The Citric Acid Cycle

2017-11-13


Conceptual goals

  • Understand the chemical transformations of the citric acid cycle
  • Understand how the energetic and metabolic importance of the citric acid cycle
  • Understand the basic regulation of the cycle

Skill goals

  • Reason about metabolic energy extraction
  • Reason about metabolic pathway regulation

Citric Acid Cycle completes the oxidation of glucose to $CO_{2}$

$C_{6}H_{12}O_{6} + 6O_{2} \rightarrow 6CO_{2} + 6H_{2}O$

Glycolysis:

$C_{6}H_{12}O_{6} \rightarrow 2C_{3}H_{4}O_{3} + 2ATP + 2NADH$

Citric Acid Cycle:

$2C_{3}H_{4}O_{3} \rightarrow 6CO_{2} + 2GTP + 8NADH + 2FADH_{2}$

Combustion

$C_{6}H_{12}O_{6} + 6O_{2} \rightarrow 6CO_{2} + 6H_{2}O$

Glycolysis + Citric Acid Cycle

$C_{6}H_{12}O_{6} \rightarrow 6CO_{2} + 2ATP + 2GTP + 10NADH + 2FADH_{2}$

What are we missing? $O_{2}$ and $H_{2}O$

This comes later, in oxidative phosphorylation

Citric Acid Cycle plays a central role in both catabolic and anabolic pathways

Why do you think metabolism is built around a cycle?

  • Regulation
  • Stability (think spinning bike wheel)
  • Many useful intermediates can be spun off

The citric acid cycle occurs in the matrix of mitochondria

Pyruvate enters the citric acid cycle by way of acetyl coA

Releases our first $CO_{2}$ and reduces another $NAD^{+}$.
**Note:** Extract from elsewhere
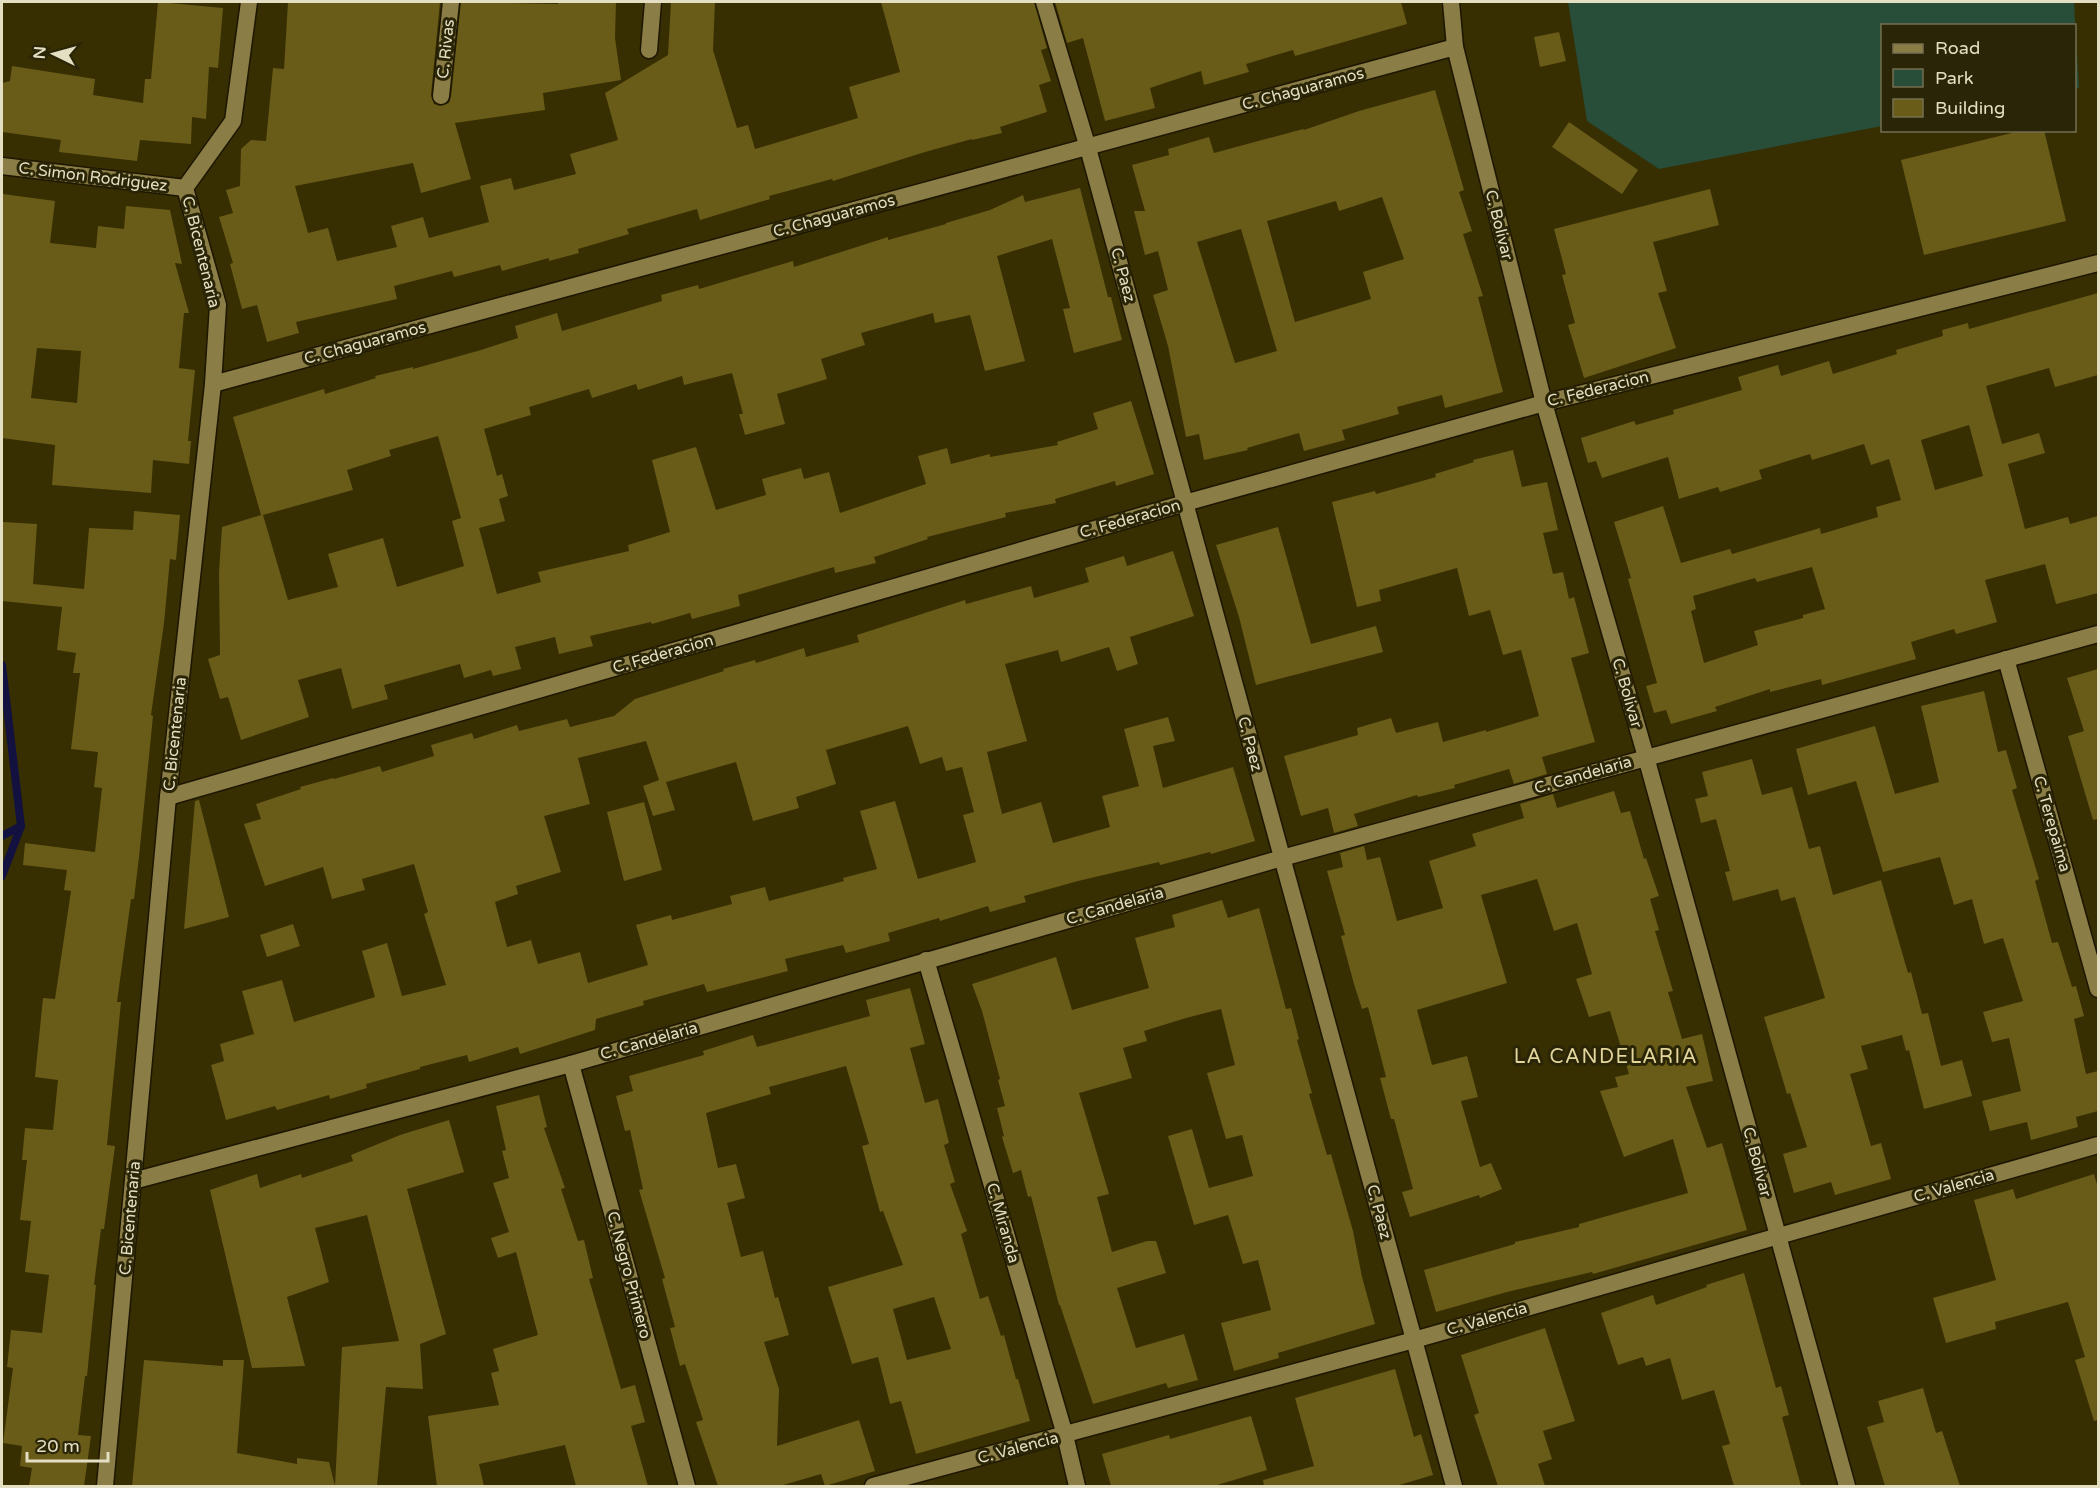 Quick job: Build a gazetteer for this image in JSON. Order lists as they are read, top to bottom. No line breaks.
{"streets":{"street":["C. Rivas","C. Chaguaramos","C. Simon Rodriguez","C. Bolivar","C. Bicentenaria","C. Paez","C. Federacion","C. Candelaria","C. Terepaima","C. Valencia","C. Miranda","C. Negro Primero"]},"crossings":[["C. Chaguaramos","C. Bolivar"],["C. Chaguaramos","C. Bicentenaria"],["C. Chaguaramos","C. Paez"],["C. Simon Rodriguez","C. Bicentenaria"],["C. Bolivar","C. Federacion"],["C. Bolivar","C. Candelaria"],["C. Bolivar","C. Valencia"],["C. Bicentenaria","C. Federacion"],["C. Bicentenaria","C. Candelaria"],["C. Paez","C. Federacion"],["C. Paez","C. Candelaria"],["C. Paez","C. Valencia"],["C. Candelaria","C. Terepaima"],["C. Candelaria","C. Miranda"],["C. Candelaria","C. Negro Primero"],["C. Valencia","C. Miranda"]],"districts":["LA CANDELARIA"],"legend":["Road","Park","Building"],"scale_bar":"20 m","north":"left"}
Coenzyme A (coA) acts as a "handle" for cells to move around actetate in both catabolism and anabolism

CoA stores energy like ATP in a high energy bond ($-31.5\ kJ \cdot mol^{-1}$)

The enzymes involved in metabolism are often complex, multi-subunit machines

Acetyl-CoA comes enters the cycle by reacting with oxaloacetate to form citrate

How else might pyruvate enter the citric acid cycle?

pyruvate to oxaloacetate (start of gluconeogenesis)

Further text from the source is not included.